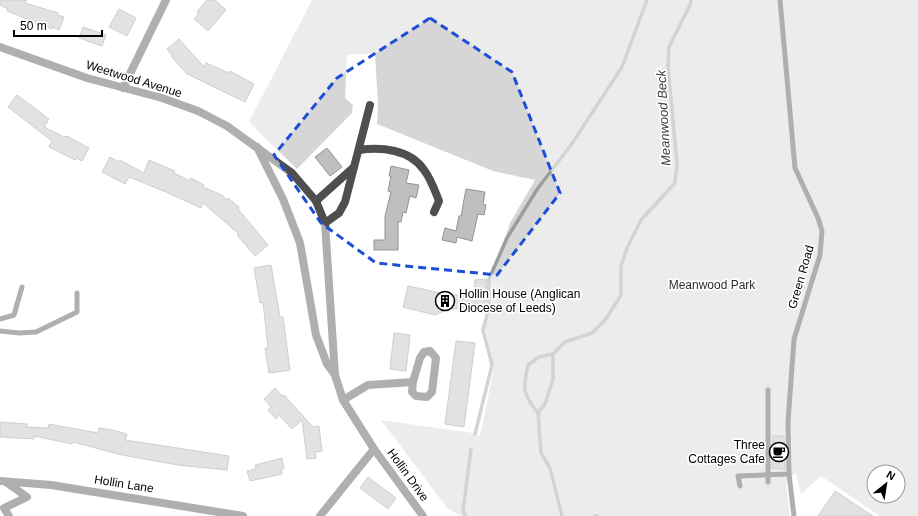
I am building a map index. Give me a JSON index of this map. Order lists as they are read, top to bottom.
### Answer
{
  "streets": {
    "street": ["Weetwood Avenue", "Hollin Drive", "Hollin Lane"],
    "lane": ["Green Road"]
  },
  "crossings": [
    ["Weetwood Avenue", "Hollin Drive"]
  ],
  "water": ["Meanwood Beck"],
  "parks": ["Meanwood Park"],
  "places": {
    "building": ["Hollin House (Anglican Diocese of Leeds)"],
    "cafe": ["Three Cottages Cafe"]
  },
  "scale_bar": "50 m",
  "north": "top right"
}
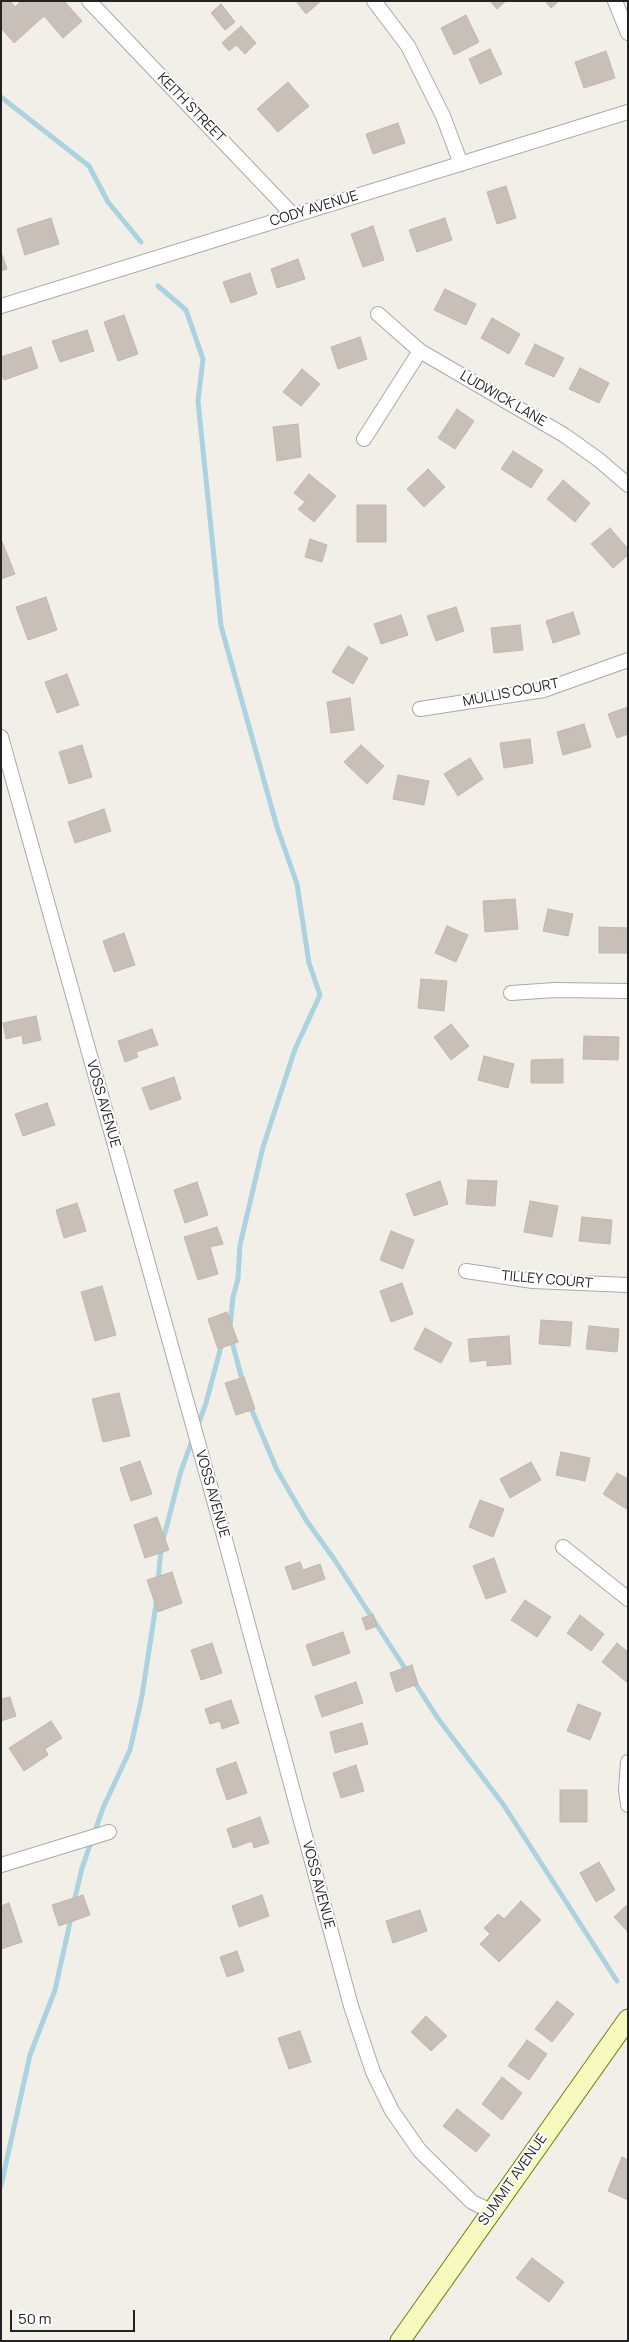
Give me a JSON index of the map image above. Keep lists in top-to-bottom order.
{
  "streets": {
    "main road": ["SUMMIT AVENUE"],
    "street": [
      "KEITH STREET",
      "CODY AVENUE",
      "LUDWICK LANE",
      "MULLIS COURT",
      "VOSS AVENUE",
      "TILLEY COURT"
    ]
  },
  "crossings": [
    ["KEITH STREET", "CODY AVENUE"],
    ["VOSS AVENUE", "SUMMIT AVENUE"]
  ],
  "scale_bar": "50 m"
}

________

- [Description of the task]:
Copy the entire listing exactly but skip the pictures.

- [Response to this exercise]:
I am building a map index. Give me a JSON index of this map. Order lists as they are read, top to bottom.
### Answer
{
  "streets": {
    "street": ["Weetwood Avenue", "Hollin Drive", "Hollin Lane"],
    "lane": ["Green Road"]
  },
  "crossings": [
    ["Weetwood Avenue", "Hollin Drive"]
  ],
  "water": ["Meanwood Beck"],
  "parks": ["Meanwood Park"],
  "places": {
    "building": ["Hollin House (Anglican Diocese of Leeds)"],
    "cafe": ["Three Cottages Cafe"]
  },
  "scale_bar": "50 m",
  "north": "top right"
}
Give me a JSON index of the map image above. Keep lists in top-to-bottom order.
{
  "streets": {
    "main road": ["SUMMIT AVENUE"],
    "street": [
      "KEITH STREET",
      "CODY AVENUE",
      "LUDWICK LANE",
      "MULLIS COURT",
      "VOSS AVENUE",
      "TILLEY COURT"
    ]
  },
  "crossings": [
    ["KEITH STREET", "CODY AVENUE"],
    ["VOSS AVENUE", "SUMMIT AVENUE"]
  ],
  "scale_bar": "50 m"
}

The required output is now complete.